Text Preprocessing

Effective text preprocessing is crucial for accurate word association analysis. This guide covers all preprocessing options and best practices.

The TextNorm Configuration

TextAssociations.jl uses the TextNorm struct to control all preprocessing:

using TextAssociations

# Default configuration
default_config = TextNorm()

# Custom configuration
custom_config = TextNorm(
    strip_case=true,           # Lowercase text
    strip_accents=false,       # Keep diacritics
    unicode_form=:NFC,         # Unicode normalization
    strip_punctuation=true,    # Remove punctuation
    punctuation_to_space=true, # Replace punct with space
    normalize_whitespace=true, # Collapse multiple spaces
    strip_whitespace=false,    # Don't remove all spaces
    use_prepare=false         # Don't use TextAnalysis pipeline
)

println("Default settings:")
for field in fieldnames(TextNorm)
    println("  $field: $(getfield(default_config, field))")
end
Default settings:
  strip_case: true
  strip_accents: false
  unicode_form: NFC
  strip_punctuation: true
  punctuation_to_space: true
  normalize_whitespace: true
  strip_whitespace: false
  use_prepare: false

Preprocessing Options

Case Normalization

using TextAssociations
using DataFrames

s = "The IBM CEO visited NASA headquarters."

# Keep original case
ct_case = ContingencyTable(s, "IBM";
    windowsize=5,
    minfreq=1,
    norm_config=TextNorm(strip_case=false))
results_case = assoc_score(PMI, ct_case)

# Normalize to lowercase
ct_lower = ContingencyTable(s, "IBM";
    windowsize=5,
    minfreq=1,
    norm_config=TextNorm(strip_case=true))
results_lower = assoc_score(PMI, ct_lower)

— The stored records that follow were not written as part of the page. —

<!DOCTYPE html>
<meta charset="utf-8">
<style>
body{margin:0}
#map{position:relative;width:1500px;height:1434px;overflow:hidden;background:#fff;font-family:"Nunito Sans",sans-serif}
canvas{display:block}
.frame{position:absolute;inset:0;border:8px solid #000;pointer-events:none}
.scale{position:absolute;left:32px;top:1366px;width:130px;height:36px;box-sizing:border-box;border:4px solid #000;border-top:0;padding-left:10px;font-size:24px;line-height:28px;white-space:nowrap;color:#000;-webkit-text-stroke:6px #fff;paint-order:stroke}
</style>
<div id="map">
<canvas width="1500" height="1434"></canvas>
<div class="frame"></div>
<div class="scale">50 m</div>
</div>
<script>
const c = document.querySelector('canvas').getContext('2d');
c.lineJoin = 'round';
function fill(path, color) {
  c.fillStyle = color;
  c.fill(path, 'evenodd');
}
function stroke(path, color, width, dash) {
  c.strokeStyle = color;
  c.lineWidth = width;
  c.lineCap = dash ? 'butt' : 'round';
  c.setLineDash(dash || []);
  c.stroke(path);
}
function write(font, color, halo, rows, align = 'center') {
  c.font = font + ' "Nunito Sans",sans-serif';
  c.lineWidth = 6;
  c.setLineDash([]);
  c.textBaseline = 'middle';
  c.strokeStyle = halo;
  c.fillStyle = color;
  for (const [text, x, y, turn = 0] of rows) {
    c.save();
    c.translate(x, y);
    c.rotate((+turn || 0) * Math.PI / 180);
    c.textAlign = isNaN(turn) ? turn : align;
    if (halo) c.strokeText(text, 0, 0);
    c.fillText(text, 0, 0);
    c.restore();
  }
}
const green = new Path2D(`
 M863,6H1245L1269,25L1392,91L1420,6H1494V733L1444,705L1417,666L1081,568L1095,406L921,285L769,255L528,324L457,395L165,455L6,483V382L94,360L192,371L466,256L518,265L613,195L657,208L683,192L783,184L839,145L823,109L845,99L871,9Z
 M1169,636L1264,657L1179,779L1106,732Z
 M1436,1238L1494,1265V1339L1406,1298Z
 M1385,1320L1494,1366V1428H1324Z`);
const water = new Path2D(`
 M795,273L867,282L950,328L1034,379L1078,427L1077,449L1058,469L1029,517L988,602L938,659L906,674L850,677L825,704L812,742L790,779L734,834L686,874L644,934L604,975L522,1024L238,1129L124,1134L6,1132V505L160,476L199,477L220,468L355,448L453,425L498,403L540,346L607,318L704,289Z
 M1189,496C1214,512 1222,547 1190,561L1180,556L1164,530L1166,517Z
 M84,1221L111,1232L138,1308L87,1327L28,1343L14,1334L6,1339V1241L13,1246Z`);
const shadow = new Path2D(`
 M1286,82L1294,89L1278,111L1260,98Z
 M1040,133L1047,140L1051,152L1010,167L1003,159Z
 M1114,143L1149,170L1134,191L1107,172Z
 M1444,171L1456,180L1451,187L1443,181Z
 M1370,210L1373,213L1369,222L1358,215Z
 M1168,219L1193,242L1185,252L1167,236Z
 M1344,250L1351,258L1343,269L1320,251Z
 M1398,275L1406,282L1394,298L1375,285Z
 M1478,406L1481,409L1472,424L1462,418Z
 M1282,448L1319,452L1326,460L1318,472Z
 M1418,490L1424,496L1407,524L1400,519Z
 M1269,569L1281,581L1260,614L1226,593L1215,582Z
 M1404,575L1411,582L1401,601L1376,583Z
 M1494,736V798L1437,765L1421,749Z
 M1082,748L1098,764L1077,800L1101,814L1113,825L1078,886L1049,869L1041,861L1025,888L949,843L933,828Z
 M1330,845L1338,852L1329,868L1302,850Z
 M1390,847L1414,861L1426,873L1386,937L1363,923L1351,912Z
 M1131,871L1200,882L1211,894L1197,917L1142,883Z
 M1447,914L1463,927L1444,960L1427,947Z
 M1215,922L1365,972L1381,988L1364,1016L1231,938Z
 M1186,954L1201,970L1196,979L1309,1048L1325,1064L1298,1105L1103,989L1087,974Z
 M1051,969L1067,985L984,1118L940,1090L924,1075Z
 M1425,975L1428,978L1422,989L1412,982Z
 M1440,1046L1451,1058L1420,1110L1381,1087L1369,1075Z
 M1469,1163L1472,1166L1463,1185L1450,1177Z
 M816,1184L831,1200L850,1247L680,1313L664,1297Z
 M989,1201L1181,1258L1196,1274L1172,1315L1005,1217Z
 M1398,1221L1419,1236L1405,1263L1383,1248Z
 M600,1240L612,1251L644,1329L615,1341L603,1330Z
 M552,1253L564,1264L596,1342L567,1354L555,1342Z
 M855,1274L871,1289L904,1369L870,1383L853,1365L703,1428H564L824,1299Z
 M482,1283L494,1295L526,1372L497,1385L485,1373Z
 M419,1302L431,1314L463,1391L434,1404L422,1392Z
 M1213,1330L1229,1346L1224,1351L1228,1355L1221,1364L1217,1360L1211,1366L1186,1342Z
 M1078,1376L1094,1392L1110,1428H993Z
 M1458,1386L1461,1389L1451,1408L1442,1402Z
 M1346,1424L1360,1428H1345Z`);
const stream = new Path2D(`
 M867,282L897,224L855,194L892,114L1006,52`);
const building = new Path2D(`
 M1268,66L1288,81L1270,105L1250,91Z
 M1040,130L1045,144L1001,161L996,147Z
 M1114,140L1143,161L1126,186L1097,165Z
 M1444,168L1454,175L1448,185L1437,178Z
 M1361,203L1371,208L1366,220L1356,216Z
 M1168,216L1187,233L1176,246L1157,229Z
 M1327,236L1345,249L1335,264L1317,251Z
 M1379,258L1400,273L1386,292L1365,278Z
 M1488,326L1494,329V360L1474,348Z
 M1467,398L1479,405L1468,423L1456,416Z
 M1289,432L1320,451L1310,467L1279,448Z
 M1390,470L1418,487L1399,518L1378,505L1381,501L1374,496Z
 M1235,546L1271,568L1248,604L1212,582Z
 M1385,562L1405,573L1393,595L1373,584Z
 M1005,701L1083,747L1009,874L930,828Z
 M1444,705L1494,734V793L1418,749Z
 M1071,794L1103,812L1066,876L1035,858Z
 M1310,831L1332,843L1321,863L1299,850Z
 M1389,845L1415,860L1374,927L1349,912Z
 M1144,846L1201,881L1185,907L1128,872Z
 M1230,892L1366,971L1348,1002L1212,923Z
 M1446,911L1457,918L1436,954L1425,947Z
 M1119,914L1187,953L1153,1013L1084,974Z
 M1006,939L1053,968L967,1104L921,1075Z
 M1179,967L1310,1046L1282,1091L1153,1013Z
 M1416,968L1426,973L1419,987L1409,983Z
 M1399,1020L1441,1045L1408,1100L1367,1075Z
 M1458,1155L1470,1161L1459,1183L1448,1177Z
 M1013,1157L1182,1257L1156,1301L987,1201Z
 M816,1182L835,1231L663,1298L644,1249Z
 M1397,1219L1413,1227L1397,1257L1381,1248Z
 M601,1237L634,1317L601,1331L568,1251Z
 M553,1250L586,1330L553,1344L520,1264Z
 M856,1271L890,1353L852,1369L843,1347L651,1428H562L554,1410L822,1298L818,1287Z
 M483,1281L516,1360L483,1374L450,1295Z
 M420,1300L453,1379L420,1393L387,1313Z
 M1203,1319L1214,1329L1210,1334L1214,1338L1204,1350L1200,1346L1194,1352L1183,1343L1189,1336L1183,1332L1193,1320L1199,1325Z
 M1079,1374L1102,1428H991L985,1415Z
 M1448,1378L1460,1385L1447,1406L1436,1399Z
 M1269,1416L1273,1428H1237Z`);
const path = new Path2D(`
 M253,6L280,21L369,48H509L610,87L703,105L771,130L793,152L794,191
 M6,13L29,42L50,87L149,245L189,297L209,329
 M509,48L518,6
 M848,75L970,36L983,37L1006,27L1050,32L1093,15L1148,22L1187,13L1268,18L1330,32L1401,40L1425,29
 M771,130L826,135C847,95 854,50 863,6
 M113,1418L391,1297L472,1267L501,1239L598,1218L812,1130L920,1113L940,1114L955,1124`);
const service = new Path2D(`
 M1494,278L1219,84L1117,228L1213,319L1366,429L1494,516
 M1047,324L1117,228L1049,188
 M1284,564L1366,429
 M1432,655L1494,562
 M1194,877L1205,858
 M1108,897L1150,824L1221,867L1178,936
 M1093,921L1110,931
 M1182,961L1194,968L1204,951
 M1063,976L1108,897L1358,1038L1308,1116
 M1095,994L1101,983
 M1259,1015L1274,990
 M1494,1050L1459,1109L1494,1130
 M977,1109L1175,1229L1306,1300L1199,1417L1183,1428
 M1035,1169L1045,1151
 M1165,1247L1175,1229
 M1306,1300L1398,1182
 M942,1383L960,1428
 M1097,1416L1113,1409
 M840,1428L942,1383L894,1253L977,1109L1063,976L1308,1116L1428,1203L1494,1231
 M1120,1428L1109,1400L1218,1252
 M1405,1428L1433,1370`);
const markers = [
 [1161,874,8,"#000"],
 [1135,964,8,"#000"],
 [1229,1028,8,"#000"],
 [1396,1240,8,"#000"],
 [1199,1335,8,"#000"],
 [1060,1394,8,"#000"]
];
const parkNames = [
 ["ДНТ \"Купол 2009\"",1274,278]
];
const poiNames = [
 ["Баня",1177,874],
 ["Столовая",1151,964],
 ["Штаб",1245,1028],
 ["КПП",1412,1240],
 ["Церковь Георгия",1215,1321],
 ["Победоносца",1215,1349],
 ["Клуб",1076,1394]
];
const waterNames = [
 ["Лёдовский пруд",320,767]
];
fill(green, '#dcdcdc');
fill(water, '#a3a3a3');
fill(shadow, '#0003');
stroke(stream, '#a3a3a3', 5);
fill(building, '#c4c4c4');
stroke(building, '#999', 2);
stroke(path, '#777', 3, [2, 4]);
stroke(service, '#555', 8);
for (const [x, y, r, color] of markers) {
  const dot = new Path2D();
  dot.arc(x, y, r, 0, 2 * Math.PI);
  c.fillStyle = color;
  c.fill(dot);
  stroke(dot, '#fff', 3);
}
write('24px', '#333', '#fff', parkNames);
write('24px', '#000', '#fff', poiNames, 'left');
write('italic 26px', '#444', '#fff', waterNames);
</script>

println("With case preservation: $(nrow(results_case)) collocates")
println("With lowercasing: $(nrow(results_lower)) collocates")
With case preservation: 5 collocates
With lowercasing: 5 collocates

Punctuation Handling

using TextAssociations
using TextAnalysis: text

text_punct = "Well-designed, user-friendly interface; however, performance issues..."

# Remove punctuation
config_remove = TextNorm(strip_punctuation=true, punctuation_to_space=false)
removed = prep_string(text_punct, config_remove)
println("Removed: '$(text(removed))'")

# Replace with spaces
config_space = TextNorm(strip_punctuation=true, punctuation_to_space=true)
spaced = prep_string(text_punct, config_space)
println("To space: '$(text(spaced))'")

# Keep punctuation
config_keep = TextNorm(strip_punctuation=false)
kept = prep_string(text_punct, config_keep)
println("Kept: '$(text(kept))'")
Removed: 'welldesigned userfriendly interface however performance issues'
To space: 'well designed user friendly interface however performance issues '
Kept: 'well-designed, user-friendly interface; however, performance issues...'

Whitespace Normalization

using TextAssociations
using TextAnalysis: text

text1 = "Multiple   spaces    and\t\ttabs\n\neverywhere"

# Normalize whitespace
normalized = prep_string(text1, TextNorm(normalize_whitespace=true))
println("Normalized: '$(text(normalized))'")

# Strip all whitespace (for certain languages)
stripped = prep_string(text1, TextNorm(strip_whitespace=true))
println("Stripped: '$(text(stripped))'")
Normalized: 'multiple spaces and tabs everywhere'
Stripped: 'multiple spaces and tabs everywhere'

Accent Stripping

Critical for multilingual analysis:

using TextAssociations
using TextAnalysis: text

# Greek text with tonos marks
greek = "Η ανάλυση κειμένου είναι σημαντική"

# French text with accents
french = "L'analyse détaillée révèle des résultats intéressants"

# Spanish text
spanish = "El análisis lingüístico computacional avanzó rápidamente"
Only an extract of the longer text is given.